From: Philippe Verdy (verdy_p@wanadoo.fr)
Date: Thu May 19 2005 - 07:00:04 CDT
From: "Hans Aberg" <haberg@math.su.se>
> It seems me obvious that such developments will happen, regardless what
> one does at Unicode. The best Unicode can do, in my opinion, is helping
> such developments. Then such developments could be done in new standards
> within the scope of the Unicode consortium.
As long as ISO/IEC 10646-1 will remain a standard, this won't happen in
Unicode.
And even if there's a successor, I think it will probably correct a "better"
representation by providing equivalences with the past ISO/IEC 10646-1 code
points, so even Unicode will adapt to the change.
I don't like the idea of "patchwork". If you think this because scripts are
encoded separately when some of them could have been unified, or because
some scripts were unified when they should not have been, you forget that
Unicode and ISO/IEC 10646 are also replying to these arguments by making the
necessary desunification (for example Coptic/Greek recently, however
characters were not really splitted).
If you want another encoding model, I can give a few ideas:
- reencoding Korean jamos as simple jamos
- adding a model for interlinear annotation that effectively works for
Chinese and Hebrew
- adding a model for vertical and boustrophedon presentations and their
effect on mirrored characters and text layout
- making a better layered model for canonical/compatibility equivalences
- making a better model for clusters/subclusters (forget the "double"
diacritics), including at the syllabic level.
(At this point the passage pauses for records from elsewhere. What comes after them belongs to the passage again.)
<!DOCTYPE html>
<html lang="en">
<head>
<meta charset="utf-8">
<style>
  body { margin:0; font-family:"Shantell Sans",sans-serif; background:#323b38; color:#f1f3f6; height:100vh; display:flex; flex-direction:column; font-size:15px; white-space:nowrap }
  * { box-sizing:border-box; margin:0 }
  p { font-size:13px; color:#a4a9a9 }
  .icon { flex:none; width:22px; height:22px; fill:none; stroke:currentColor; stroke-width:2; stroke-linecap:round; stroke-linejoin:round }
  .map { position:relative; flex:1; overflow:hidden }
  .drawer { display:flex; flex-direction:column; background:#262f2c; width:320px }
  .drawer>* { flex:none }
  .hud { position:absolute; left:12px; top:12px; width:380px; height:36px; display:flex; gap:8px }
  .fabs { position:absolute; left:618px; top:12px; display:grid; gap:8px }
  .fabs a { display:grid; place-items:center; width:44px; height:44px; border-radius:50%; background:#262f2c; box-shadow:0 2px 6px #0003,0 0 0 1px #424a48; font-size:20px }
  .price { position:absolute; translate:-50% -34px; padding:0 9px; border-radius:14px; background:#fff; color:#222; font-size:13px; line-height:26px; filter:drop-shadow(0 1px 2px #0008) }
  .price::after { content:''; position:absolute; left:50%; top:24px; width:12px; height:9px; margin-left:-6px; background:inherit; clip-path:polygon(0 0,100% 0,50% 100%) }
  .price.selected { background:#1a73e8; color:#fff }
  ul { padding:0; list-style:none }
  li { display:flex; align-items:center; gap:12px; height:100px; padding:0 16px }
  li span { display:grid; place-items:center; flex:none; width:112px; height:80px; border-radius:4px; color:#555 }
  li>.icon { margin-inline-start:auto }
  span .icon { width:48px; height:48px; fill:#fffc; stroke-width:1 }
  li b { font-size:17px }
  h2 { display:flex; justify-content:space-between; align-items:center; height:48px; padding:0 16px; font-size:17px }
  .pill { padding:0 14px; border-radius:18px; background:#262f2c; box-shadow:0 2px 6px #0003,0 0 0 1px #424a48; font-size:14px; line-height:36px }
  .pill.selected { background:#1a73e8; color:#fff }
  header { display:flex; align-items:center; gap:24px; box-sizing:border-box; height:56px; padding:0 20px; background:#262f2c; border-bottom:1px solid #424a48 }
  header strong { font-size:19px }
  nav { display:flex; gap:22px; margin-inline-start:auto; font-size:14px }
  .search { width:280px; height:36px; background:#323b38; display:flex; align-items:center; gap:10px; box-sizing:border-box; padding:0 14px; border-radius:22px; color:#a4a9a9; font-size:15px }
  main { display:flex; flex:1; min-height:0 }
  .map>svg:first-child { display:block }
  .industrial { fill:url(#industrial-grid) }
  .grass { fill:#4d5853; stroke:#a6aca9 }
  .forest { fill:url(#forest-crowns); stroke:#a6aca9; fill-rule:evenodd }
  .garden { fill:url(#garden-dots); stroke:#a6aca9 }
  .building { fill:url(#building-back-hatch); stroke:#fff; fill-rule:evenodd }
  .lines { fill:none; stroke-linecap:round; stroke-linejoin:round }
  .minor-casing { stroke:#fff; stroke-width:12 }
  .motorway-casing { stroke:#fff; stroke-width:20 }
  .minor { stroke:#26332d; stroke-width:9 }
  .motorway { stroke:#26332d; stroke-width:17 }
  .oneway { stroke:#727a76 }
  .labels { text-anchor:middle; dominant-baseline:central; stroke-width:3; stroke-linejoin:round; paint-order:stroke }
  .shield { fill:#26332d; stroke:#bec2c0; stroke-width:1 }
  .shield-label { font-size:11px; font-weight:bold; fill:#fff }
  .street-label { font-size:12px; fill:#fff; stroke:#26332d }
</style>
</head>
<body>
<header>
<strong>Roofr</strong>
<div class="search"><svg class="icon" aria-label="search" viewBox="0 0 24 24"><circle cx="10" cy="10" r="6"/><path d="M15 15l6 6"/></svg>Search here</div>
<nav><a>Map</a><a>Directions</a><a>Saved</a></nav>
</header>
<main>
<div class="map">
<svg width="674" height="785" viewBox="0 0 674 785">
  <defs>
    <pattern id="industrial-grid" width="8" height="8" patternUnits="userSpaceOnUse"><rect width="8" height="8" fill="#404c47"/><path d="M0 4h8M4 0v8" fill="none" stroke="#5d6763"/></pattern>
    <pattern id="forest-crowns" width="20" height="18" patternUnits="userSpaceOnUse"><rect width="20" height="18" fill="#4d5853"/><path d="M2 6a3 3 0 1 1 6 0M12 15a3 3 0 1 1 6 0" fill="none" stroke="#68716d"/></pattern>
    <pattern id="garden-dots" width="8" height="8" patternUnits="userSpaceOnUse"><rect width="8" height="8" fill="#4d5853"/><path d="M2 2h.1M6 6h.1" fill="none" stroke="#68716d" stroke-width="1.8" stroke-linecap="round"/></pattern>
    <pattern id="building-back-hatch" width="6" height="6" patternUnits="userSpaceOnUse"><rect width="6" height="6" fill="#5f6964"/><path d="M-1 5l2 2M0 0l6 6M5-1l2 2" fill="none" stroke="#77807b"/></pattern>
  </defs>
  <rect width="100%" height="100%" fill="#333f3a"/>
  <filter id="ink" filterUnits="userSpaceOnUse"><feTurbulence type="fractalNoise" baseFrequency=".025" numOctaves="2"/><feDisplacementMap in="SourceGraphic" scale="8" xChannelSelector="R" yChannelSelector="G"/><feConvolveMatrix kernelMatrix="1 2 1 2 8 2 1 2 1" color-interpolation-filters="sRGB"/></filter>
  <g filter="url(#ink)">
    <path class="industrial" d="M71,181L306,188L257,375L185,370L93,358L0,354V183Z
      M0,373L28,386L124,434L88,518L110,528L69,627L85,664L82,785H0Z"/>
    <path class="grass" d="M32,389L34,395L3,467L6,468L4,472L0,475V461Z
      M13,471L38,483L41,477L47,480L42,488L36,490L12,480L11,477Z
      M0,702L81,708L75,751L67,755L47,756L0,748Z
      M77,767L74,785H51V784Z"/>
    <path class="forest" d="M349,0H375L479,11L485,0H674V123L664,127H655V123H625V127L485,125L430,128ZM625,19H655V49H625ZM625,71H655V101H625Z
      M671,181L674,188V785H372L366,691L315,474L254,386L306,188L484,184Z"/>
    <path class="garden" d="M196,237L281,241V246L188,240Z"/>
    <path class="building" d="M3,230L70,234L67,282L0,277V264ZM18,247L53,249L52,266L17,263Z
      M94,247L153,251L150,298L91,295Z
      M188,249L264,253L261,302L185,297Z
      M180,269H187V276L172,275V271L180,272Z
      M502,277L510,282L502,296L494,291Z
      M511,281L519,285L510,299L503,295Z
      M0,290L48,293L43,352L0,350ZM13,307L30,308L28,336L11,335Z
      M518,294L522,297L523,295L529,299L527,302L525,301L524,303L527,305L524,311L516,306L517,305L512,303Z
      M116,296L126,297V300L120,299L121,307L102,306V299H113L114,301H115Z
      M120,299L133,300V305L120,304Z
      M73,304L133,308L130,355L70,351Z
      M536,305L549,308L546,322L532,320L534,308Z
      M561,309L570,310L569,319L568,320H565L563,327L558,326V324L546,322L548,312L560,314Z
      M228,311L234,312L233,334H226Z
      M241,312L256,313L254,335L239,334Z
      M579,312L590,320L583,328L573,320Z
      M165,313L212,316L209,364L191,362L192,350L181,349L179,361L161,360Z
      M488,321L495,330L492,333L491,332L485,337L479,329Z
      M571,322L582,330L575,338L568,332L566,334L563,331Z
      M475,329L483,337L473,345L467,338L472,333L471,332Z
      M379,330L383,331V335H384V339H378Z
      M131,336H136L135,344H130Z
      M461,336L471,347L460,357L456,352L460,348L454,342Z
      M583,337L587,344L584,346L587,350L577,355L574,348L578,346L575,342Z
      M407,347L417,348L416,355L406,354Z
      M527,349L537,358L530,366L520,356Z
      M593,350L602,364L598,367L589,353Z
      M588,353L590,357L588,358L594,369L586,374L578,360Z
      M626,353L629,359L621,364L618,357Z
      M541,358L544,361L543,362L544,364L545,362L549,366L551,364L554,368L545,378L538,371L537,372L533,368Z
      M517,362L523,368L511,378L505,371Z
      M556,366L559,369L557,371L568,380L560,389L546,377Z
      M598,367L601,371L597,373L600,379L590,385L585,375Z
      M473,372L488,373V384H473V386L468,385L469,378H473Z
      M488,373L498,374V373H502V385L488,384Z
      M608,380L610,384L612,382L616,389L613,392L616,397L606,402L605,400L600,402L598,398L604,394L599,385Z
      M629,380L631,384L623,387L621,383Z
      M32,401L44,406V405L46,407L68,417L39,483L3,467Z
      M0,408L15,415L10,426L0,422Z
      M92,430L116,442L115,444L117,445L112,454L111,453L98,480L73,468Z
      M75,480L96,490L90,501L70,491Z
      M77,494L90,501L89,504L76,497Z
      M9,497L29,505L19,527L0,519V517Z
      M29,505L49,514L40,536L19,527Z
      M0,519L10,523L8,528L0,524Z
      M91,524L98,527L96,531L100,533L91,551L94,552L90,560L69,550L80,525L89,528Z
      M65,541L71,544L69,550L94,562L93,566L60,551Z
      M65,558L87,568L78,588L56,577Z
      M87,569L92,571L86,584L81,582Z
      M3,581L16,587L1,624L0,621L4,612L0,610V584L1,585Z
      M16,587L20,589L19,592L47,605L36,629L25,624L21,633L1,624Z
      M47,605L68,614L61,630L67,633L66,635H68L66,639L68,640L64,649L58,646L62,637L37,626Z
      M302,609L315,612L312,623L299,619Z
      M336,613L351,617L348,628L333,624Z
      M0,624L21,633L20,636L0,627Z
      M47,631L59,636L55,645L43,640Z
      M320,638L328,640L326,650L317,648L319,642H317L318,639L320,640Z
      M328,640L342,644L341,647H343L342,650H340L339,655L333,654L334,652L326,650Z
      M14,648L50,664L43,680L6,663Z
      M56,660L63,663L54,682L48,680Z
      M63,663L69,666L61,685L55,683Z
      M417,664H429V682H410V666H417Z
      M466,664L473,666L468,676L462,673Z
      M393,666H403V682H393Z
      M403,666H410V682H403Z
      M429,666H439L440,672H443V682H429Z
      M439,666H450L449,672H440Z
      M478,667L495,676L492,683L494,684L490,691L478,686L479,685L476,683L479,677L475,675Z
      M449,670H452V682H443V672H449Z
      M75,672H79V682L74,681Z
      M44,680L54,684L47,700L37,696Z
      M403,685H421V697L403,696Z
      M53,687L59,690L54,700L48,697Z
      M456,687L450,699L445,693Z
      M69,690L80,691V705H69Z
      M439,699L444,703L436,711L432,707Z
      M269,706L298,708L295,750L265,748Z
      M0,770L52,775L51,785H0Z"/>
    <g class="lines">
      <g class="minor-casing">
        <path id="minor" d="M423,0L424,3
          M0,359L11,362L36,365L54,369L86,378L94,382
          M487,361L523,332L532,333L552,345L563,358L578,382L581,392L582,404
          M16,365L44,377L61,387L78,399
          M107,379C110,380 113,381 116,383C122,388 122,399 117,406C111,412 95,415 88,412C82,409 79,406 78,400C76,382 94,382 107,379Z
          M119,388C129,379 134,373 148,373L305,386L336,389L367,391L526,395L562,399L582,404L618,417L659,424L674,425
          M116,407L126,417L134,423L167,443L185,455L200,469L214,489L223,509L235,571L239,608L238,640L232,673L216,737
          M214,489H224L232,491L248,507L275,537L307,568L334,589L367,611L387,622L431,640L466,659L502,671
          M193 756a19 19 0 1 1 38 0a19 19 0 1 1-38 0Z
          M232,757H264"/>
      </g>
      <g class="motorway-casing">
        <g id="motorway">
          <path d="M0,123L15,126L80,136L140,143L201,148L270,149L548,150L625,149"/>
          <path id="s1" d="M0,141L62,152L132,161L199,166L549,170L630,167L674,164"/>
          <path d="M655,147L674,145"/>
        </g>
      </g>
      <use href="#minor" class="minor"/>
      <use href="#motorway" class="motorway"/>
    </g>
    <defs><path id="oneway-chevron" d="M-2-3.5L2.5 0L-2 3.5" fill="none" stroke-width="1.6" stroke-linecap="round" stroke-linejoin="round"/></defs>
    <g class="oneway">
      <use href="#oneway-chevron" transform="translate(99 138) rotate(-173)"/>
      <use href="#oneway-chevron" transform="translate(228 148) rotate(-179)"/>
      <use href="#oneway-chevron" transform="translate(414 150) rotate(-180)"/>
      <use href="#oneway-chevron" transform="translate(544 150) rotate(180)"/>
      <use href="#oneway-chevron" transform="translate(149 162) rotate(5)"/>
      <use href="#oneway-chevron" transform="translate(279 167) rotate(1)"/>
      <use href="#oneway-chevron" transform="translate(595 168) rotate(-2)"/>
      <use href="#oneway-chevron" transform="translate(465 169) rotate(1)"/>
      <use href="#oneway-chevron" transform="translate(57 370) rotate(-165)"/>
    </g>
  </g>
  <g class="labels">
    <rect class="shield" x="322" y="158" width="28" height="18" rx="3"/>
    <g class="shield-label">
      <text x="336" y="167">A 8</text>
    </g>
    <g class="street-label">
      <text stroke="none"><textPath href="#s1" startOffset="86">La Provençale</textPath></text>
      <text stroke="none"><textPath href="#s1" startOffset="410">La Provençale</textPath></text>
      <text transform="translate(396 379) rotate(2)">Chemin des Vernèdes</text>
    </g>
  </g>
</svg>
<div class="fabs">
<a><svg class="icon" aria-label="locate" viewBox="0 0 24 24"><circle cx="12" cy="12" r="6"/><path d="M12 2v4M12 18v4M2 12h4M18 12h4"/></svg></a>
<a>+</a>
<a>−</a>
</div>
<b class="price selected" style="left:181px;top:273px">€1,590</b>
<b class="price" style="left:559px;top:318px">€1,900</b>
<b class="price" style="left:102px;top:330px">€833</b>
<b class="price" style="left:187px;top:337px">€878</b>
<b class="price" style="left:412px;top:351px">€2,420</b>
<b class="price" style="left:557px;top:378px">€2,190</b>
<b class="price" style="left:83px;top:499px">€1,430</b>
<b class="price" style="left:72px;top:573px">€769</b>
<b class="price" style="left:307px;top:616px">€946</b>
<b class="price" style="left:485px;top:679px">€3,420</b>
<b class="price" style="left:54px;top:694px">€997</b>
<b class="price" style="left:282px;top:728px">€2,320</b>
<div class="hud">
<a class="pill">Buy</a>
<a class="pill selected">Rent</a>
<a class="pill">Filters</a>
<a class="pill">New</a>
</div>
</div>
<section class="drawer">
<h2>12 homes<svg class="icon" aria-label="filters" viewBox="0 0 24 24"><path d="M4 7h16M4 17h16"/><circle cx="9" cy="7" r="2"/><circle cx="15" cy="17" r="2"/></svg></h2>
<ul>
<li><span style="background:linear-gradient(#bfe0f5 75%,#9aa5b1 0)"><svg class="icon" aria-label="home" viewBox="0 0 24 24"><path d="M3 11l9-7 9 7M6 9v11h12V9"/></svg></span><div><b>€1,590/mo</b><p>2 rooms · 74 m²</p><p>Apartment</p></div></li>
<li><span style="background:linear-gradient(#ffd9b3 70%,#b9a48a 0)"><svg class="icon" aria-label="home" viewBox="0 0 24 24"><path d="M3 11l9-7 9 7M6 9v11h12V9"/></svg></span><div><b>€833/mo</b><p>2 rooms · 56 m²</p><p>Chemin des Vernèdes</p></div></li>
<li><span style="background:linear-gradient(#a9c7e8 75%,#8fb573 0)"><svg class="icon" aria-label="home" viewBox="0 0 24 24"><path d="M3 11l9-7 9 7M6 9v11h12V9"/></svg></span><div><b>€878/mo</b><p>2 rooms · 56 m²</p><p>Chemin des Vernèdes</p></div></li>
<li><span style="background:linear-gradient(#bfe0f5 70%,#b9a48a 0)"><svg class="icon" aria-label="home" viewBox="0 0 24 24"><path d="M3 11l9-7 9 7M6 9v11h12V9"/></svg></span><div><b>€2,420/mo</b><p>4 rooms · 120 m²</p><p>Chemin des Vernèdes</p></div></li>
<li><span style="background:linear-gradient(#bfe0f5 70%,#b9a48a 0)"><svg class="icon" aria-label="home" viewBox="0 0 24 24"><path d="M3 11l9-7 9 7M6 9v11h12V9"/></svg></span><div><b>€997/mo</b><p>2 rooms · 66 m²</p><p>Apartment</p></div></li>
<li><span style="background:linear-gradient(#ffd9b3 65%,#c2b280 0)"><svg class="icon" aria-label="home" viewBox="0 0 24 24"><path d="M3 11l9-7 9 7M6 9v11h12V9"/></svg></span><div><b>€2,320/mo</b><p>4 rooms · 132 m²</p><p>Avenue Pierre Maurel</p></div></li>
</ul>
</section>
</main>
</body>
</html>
- adding a layered model for text in general, that structures it into
processable units like paragraphs, sentences and words (also needed to
paliate the difficulties caused by East-Asian scripts).
...
Unfortunately, we still have to live with all these limitations. However all
this goes too far away from the objectives of ISO/IEC 10646 which is to
reconciliate the many incompatible charsets that have been developed
everywhere. This objective is still the most wanted one today, as
conversions of charsets is needed in so many places, and ISO/IEC 10646 plays
the role of a "kernel" intermediate representation.
For the future, it seems that the definition of "plain-text" is likely to be
extended, to cover things that are considered part of "rich text formating"
today. The "limitations" today of Unicode and ISO/IEC 10646 are however
easily solved by adding those upper layers of processing on top of it, and
for this reason, it is very unlikely that there will be a big revolution in
ISO/IEC 10646-2 (and the corresponding Unicode successor)...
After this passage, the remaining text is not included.